**Data items**:
= Beginning of Section =

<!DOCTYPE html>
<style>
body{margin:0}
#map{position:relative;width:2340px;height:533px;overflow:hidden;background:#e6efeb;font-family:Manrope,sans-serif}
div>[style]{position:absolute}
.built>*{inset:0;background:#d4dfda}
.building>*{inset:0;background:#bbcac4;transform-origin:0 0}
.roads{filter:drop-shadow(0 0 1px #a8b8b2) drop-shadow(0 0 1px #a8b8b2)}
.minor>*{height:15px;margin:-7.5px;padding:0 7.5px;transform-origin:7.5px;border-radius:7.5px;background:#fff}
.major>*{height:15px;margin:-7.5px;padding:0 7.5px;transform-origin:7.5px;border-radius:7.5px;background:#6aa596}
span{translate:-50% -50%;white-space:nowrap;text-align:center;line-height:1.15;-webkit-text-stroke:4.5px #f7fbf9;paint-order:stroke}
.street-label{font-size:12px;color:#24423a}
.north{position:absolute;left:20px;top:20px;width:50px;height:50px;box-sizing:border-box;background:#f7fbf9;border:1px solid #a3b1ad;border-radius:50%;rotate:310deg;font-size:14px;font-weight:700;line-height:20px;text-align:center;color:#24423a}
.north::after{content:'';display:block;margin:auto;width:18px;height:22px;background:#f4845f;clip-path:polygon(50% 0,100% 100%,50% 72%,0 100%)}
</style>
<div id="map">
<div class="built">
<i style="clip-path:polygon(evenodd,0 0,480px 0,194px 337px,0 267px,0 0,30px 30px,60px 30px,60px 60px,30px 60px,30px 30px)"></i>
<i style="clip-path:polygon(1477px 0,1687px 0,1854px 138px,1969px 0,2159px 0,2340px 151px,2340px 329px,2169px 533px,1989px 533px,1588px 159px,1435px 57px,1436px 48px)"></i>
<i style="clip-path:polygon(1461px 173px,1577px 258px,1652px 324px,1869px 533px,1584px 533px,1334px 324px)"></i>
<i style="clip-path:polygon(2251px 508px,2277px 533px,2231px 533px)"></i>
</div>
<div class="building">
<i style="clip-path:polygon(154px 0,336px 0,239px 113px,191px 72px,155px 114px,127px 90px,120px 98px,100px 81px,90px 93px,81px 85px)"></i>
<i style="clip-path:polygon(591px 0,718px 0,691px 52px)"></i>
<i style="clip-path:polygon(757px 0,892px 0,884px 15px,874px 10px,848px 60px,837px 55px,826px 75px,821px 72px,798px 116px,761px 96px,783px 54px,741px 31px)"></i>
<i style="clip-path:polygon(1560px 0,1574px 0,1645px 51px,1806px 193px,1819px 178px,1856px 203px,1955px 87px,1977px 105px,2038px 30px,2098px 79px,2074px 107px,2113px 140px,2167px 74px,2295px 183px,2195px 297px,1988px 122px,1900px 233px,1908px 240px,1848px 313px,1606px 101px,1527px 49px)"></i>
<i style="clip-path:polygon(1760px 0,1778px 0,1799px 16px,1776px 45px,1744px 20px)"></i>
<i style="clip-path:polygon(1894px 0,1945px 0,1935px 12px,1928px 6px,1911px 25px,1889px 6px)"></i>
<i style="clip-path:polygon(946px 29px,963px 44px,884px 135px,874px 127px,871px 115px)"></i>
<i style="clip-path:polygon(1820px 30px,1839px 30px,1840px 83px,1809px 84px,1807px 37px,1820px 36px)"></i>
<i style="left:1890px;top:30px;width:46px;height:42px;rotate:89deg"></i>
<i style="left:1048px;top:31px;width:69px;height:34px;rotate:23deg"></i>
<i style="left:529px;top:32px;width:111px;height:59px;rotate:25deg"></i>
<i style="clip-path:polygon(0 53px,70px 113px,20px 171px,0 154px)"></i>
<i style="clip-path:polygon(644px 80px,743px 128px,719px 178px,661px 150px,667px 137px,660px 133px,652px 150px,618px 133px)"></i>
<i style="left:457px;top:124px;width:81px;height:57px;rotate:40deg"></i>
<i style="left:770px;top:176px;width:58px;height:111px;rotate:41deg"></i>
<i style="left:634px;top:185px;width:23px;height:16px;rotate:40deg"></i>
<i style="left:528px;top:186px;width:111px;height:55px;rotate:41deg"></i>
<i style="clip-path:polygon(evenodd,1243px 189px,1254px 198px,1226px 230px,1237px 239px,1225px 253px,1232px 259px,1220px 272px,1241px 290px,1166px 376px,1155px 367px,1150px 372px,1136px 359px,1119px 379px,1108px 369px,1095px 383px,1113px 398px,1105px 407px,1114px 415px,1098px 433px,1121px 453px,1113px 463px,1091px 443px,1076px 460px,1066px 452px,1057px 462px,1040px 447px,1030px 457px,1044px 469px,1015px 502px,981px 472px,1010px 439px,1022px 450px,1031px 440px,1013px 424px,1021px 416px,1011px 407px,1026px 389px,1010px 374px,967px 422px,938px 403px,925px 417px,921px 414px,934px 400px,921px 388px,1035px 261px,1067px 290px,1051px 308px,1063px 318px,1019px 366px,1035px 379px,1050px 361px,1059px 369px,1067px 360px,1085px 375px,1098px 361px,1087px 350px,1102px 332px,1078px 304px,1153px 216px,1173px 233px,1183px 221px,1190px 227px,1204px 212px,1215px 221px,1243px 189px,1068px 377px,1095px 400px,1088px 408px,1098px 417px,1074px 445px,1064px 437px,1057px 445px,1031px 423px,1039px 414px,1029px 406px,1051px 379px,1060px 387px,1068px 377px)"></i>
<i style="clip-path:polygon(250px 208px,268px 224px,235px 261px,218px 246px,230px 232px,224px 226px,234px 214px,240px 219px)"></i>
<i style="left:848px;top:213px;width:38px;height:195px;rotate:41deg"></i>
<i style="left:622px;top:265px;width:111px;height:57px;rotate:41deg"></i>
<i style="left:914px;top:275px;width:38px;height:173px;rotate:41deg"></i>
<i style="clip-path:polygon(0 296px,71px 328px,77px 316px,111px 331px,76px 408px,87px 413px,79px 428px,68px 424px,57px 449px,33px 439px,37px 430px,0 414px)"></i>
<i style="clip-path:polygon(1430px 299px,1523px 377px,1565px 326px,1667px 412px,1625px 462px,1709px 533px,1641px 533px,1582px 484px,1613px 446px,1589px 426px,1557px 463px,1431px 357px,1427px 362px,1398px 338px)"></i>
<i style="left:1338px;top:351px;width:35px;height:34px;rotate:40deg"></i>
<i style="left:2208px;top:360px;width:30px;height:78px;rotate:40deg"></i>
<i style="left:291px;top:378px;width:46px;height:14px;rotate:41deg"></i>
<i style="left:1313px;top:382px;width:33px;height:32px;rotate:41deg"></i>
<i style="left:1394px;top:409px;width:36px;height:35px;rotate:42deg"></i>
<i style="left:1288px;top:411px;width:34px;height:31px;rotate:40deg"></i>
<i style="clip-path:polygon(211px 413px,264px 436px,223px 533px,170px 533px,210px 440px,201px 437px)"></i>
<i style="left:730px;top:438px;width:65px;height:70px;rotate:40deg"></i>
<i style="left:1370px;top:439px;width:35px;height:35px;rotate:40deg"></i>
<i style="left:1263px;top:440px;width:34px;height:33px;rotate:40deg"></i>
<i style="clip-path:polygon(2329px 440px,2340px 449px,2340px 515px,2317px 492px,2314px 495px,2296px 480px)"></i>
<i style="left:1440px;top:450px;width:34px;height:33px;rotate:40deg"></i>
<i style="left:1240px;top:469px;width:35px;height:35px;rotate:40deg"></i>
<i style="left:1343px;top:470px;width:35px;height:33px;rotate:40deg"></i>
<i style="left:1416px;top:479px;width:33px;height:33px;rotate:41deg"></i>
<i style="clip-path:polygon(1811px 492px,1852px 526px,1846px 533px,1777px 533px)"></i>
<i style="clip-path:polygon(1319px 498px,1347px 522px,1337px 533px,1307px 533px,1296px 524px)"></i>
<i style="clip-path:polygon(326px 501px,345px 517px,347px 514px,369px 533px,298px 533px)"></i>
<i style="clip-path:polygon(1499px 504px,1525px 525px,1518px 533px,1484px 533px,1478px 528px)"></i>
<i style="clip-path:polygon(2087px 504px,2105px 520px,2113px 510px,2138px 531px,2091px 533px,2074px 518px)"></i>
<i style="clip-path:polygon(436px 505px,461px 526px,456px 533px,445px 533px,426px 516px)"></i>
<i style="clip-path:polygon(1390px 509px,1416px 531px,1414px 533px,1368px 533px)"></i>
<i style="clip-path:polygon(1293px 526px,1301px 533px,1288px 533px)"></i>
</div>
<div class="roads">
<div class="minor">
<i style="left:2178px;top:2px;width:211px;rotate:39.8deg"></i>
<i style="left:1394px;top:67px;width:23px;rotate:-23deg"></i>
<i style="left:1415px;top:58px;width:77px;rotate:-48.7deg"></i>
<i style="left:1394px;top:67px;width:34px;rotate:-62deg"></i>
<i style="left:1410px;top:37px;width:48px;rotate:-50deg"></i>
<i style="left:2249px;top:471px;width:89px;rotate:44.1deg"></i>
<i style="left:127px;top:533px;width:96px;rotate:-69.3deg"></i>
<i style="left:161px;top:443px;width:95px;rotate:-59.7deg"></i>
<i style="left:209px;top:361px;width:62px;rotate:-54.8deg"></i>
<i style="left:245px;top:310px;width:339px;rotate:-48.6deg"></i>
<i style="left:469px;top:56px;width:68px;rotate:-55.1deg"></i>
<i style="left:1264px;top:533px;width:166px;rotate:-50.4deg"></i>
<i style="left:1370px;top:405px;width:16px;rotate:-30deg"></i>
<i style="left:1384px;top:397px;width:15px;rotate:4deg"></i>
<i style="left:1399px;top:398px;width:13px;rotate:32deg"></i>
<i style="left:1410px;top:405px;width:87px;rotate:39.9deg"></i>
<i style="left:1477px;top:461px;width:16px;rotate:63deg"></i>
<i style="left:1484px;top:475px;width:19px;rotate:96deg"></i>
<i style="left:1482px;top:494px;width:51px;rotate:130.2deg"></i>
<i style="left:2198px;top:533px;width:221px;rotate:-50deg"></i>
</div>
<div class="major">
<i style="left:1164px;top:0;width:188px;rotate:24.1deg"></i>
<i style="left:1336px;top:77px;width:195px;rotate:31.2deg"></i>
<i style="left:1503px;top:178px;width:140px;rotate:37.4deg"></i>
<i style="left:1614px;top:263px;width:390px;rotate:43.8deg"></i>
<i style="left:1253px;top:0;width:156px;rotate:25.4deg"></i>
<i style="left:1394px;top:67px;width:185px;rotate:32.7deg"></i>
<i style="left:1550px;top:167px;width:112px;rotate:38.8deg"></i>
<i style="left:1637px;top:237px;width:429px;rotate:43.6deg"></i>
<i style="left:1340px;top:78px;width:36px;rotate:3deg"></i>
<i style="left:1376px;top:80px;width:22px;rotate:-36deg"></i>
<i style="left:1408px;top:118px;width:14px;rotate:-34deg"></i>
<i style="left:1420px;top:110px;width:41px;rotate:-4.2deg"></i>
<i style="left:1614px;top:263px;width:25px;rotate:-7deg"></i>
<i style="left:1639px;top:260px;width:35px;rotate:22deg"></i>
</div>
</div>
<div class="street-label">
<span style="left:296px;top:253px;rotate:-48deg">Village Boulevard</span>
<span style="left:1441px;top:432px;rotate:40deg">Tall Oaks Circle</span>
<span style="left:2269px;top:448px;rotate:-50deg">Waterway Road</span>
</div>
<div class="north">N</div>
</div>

= End of Section =

**Work to complete**: Set the lines down exactly, from the first line of the records to the line where "1px #a8b8b2) drop-shadow(0" appears, with both ends kept.

**Expected answer**:
<!DOCTYPE html>
<style>
body{margin:0}
#map{position:relative;width:2340px;height:533px;overflow:hidden;background:#e6efeb;font-family:Manrope,sans-serif}
div>[style]{position:absolute}
.built>*{inset:0;background:#d4dfda}
.building>*{inset:0;background:#bbcac4;transform-origin:0 0}
.roads{filter:drop-shadow(0 0 1px #a8b8b2) drop-shadow(0 0 1px #a8b8b2)}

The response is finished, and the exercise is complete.